DATA SHOWN
···

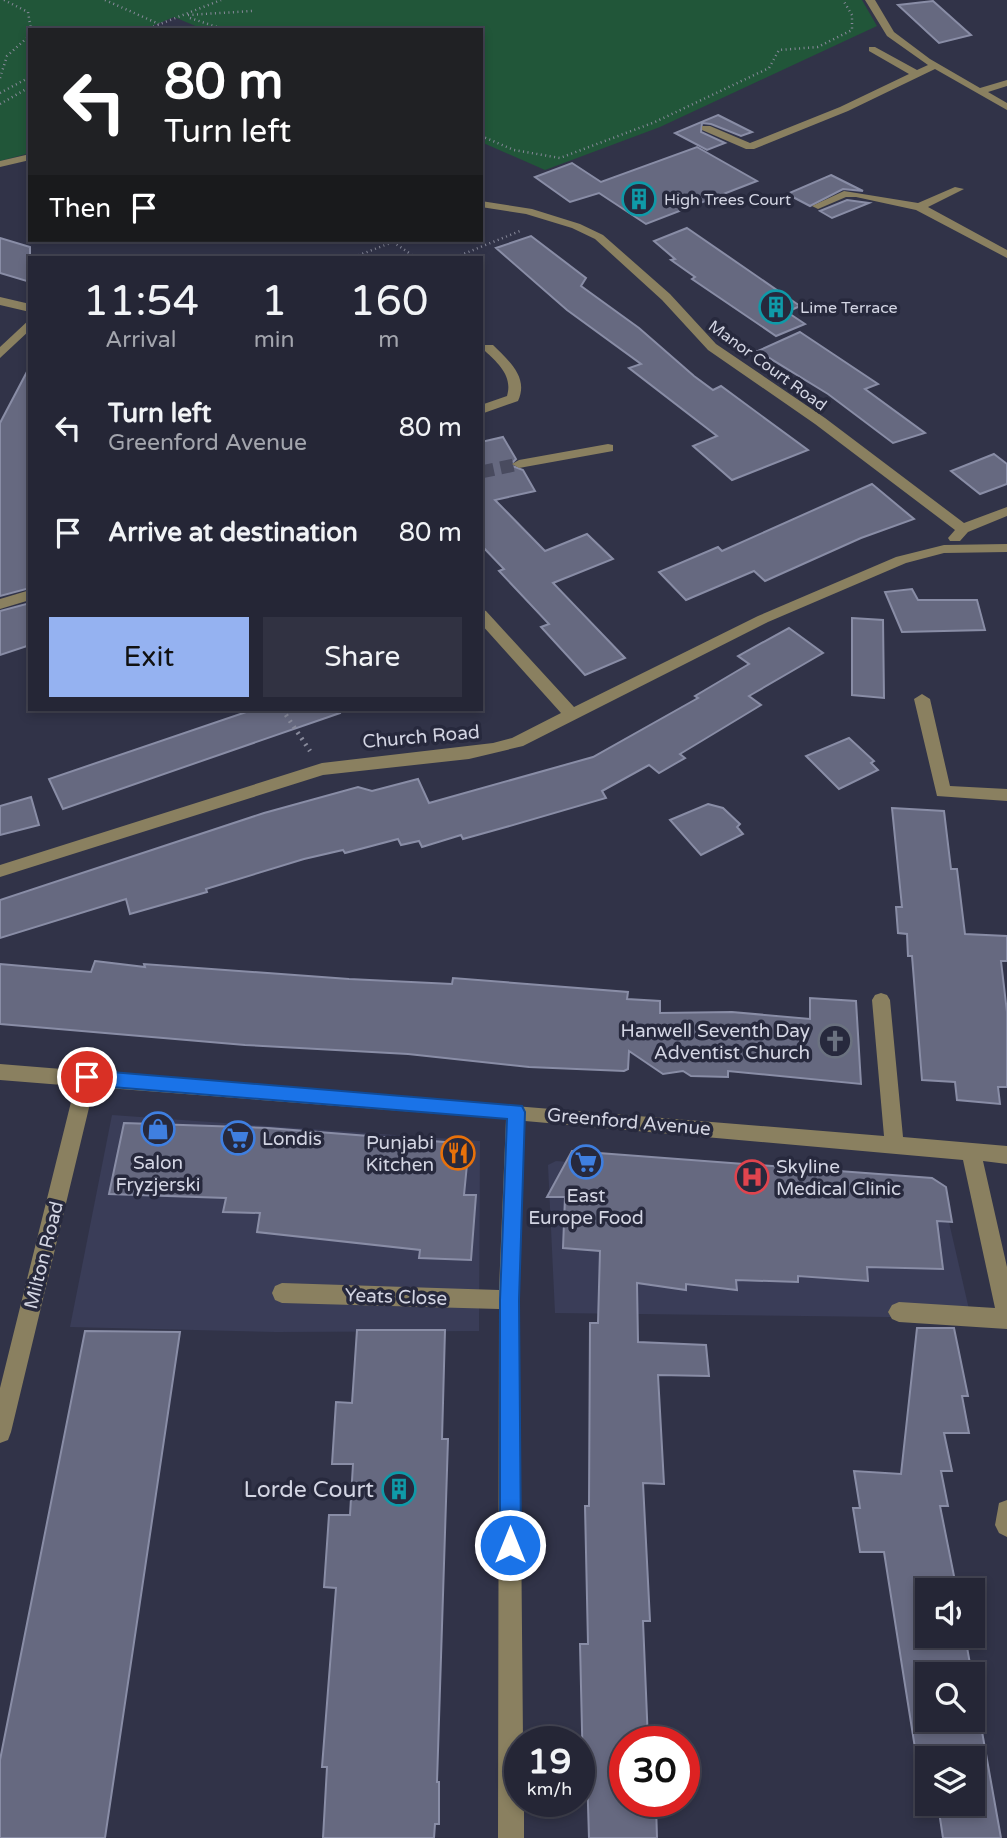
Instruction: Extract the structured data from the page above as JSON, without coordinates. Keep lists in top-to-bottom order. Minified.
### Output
{"streets":{"street":["Manor Court Road","Church Road","Greenford Avenue","Milton Road","Yeats Close"]},"crossings":[["Greenford Avenue","Milton Road"]],"places":{"building":["High Trees Court","Lime Terrace","Lorde Court"],"church":["Hanwell Seventh Day Adventist Church"],"shop":["Salon Fryzjerski"],"supermarket":["Londis","East Europe Food"],"restaurant":["Punjabi Kitchen"],"hospital":["Skyline Medical Clinic"]},"page":{"turn":["80 m","Turn left"],"then":"Then","eta":["11:54","Arrival","1","min","160","m"],"list":[{"name":"Turn left","note":"Greenford Avenue","value":"80 m"},{"name":"Arrive at destination","value":"80 m"}],"buttons":["Exit","Share"],"speed":"19 km/h","limit":"30"}}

···

TASK TO CARRY OUT
Apart from the images, print all the material above exactly as given.

OUTPUT FOR THIS TASK
Instruction: Extract the structured data from the page above as JSON, without coordinates. Keep lists in top-to-bottom order. Minified.
### Output
{"streets":{"street":["Manor Court Road","Church Road","Greenford Avenue","Milton Road","Yeats Close"]},"crossings":[["Greenford Avenue","Milton Road"]],"places":{"building":["High Trees Court","Lime Terrace","Lorde Court"],"church":["Hanwell Seventh Day Adventist Church"],"shop":["Salon Fryzjerski"],"supermarket":["Londis","East Europe Food"],"restaurant":["Punjabi Kitchen"],"hospital":["Skyline Medical Clinic"]},"page":{"turn":["80 m","Turn left"],"then":"Then","eta":["11:54","Arrival","1","min","160","m"],"list":[{"name":"Turn left","note":"Greenford Avenue","value":"80 m"},{"name":"Arrive at destination","value":"80 m"}],"buttons":["Exit","Share"],"speed":"19 km/h","limit":"30"}}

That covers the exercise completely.